▶ YOUR OBJECTIVE
Your answer is to be every line of the material that includes the string "overflow".

▶ STUDY MATERIAL

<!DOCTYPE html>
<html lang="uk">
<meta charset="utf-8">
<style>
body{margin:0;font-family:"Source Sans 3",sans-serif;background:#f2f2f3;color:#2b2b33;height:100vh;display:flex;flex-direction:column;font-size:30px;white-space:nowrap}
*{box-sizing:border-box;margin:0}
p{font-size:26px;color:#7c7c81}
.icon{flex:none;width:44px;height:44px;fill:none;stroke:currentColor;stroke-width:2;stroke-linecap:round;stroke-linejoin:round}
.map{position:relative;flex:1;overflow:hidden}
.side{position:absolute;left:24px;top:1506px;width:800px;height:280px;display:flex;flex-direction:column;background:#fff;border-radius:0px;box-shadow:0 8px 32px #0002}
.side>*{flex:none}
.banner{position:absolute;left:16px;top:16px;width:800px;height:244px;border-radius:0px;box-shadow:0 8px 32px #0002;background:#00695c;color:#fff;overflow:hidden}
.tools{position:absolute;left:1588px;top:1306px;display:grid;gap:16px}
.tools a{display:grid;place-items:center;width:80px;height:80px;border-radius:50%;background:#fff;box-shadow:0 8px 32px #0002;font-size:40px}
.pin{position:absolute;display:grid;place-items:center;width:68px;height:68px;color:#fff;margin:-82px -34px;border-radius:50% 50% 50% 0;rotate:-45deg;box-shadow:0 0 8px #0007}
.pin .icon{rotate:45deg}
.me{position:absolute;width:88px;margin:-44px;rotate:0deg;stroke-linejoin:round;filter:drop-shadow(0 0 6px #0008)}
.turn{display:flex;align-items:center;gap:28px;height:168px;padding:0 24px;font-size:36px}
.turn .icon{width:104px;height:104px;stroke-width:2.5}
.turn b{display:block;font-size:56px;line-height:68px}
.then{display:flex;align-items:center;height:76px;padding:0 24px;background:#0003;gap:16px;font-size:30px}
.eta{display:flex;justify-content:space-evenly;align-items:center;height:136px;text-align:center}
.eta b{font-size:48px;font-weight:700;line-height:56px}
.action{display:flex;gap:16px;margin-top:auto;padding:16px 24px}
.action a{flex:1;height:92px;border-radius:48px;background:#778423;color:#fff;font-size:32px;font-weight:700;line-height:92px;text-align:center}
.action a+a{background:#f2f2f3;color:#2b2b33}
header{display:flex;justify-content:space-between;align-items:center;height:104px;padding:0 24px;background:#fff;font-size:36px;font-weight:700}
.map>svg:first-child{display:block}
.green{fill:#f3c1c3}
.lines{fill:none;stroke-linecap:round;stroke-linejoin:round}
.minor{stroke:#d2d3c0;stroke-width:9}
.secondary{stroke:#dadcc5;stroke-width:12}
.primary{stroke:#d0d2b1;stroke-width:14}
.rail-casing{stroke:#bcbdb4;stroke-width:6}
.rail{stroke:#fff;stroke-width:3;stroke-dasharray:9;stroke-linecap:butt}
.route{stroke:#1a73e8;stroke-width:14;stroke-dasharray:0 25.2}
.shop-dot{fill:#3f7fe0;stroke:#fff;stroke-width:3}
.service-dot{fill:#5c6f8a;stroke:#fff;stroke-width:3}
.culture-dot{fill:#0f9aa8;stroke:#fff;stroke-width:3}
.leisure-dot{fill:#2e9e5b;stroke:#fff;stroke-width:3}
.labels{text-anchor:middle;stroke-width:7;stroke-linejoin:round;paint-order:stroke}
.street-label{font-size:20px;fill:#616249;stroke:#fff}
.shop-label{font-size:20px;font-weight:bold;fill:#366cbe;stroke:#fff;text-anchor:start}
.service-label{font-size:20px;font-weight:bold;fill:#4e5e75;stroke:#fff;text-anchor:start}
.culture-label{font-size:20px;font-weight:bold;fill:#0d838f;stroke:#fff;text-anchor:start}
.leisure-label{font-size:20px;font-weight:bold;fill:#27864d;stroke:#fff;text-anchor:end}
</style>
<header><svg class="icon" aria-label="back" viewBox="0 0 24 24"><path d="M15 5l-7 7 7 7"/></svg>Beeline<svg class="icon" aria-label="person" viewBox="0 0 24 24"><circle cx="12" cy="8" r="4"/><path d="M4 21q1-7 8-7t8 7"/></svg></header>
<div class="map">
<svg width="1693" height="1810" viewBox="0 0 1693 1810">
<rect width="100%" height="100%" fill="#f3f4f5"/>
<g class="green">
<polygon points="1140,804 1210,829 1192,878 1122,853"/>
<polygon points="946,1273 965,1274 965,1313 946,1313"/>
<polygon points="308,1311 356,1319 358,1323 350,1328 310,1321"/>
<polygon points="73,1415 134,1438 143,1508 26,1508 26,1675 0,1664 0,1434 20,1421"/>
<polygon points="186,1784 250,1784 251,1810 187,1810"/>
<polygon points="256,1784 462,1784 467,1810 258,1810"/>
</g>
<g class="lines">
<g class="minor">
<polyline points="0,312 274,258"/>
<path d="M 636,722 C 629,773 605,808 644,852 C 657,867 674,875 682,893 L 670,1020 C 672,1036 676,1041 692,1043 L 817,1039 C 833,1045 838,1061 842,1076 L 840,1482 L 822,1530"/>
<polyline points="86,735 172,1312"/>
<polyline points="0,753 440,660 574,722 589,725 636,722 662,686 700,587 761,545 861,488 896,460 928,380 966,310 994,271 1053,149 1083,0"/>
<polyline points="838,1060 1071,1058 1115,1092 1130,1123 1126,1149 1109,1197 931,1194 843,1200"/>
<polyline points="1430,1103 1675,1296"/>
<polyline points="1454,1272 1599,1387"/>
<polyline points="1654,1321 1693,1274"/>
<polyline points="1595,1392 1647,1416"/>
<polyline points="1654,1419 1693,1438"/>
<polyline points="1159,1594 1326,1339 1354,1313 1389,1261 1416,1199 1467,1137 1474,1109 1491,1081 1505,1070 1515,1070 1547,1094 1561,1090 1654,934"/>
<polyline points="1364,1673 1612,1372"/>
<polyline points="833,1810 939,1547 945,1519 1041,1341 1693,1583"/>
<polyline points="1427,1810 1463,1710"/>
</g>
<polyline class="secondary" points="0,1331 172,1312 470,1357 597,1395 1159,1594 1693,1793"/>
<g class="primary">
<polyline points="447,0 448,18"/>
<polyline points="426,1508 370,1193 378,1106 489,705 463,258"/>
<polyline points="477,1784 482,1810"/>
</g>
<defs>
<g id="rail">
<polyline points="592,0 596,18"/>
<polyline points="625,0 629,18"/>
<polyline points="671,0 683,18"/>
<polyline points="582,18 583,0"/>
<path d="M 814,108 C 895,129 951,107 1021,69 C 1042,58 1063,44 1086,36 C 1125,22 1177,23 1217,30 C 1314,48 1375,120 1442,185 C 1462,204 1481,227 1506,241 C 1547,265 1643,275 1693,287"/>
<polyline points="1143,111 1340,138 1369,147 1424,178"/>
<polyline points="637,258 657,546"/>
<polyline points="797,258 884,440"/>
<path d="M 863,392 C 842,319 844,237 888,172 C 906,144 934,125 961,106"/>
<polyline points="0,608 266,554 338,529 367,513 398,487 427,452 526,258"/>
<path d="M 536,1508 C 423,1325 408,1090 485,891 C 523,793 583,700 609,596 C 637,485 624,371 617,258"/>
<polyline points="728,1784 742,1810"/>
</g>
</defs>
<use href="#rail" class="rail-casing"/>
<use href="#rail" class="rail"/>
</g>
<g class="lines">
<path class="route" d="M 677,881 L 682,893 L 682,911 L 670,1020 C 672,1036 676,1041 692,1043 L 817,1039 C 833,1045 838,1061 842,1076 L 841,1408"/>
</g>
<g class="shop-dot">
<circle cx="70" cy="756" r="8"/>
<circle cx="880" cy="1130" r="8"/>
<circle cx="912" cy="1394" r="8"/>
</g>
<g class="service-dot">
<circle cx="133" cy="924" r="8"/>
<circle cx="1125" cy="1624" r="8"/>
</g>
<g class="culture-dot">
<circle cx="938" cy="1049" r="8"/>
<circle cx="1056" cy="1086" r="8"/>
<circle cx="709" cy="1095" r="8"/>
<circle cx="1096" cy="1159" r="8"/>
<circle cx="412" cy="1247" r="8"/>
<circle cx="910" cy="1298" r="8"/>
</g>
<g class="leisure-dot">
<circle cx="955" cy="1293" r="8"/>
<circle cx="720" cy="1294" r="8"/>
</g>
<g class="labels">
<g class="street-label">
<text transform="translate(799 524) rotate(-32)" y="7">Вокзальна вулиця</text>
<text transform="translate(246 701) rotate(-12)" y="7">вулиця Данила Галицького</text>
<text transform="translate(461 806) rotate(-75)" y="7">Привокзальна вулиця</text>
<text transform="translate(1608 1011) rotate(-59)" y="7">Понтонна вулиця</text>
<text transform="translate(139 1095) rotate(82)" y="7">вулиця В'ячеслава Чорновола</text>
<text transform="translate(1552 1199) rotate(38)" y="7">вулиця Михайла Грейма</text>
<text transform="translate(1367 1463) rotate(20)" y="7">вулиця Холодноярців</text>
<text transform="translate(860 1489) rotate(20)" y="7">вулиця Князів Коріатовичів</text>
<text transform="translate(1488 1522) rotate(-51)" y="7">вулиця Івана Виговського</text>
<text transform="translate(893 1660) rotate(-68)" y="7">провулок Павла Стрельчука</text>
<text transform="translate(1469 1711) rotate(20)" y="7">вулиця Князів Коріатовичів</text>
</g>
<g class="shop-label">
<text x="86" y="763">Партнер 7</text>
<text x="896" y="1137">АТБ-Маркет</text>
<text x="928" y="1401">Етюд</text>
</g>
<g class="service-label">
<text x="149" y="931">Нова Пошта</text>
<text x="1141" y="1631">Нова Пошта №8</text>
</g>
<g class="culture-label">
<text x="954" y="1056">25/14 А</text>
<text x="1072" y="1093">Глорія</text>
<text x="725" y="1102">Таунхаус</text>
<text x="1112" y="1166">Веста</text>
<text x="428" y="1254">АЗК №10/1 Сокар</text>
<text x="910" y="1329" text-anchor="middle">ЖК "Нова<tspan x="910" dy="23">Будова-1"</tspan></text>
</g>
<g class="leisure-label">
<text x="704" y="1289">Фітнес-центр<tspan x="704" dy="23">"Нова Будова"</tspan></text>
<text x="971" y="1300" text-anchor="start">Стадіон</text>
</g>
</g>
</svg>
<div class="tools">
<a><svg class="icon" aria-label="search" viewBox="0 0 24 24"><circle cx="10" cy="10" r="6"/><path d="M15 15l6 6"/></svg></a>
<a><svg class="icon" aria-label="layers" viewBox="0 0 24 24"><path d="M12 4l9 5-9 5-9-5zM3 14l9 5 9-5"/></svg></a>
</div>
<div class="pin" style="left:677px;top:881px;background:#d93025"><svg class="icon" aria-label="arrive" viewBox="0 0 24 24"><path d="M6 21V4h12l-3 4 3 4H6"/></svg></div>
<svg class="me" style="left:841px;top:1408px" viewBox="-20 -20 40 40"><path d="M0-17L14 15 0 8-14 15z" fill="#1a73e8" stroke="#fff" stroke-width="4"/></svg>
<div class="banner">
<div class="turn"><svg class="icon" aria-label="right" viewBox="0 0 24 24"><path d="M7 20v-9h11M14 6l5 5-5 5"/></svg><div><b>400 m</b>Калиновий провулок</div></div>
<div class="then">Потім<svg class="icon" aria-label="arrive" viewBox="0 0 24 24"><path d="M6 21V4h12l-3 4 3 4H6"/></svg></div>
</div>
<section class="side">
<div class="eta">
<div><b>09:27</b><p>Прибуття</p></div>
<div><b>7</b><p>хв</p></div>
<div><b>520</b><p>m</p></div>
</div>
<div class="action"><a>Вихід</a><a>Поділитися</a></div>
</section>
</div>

▶ ANSWER BELOW
.map{position:relative;flex:1;overflow:hidden}
.banner{position:absolute;left:16px;top:16px;width:800px;height:244px;border-radius:0px;box-shadow:0 8px 32px #0002;background:#00695c;color:#fff;overflow:hidden}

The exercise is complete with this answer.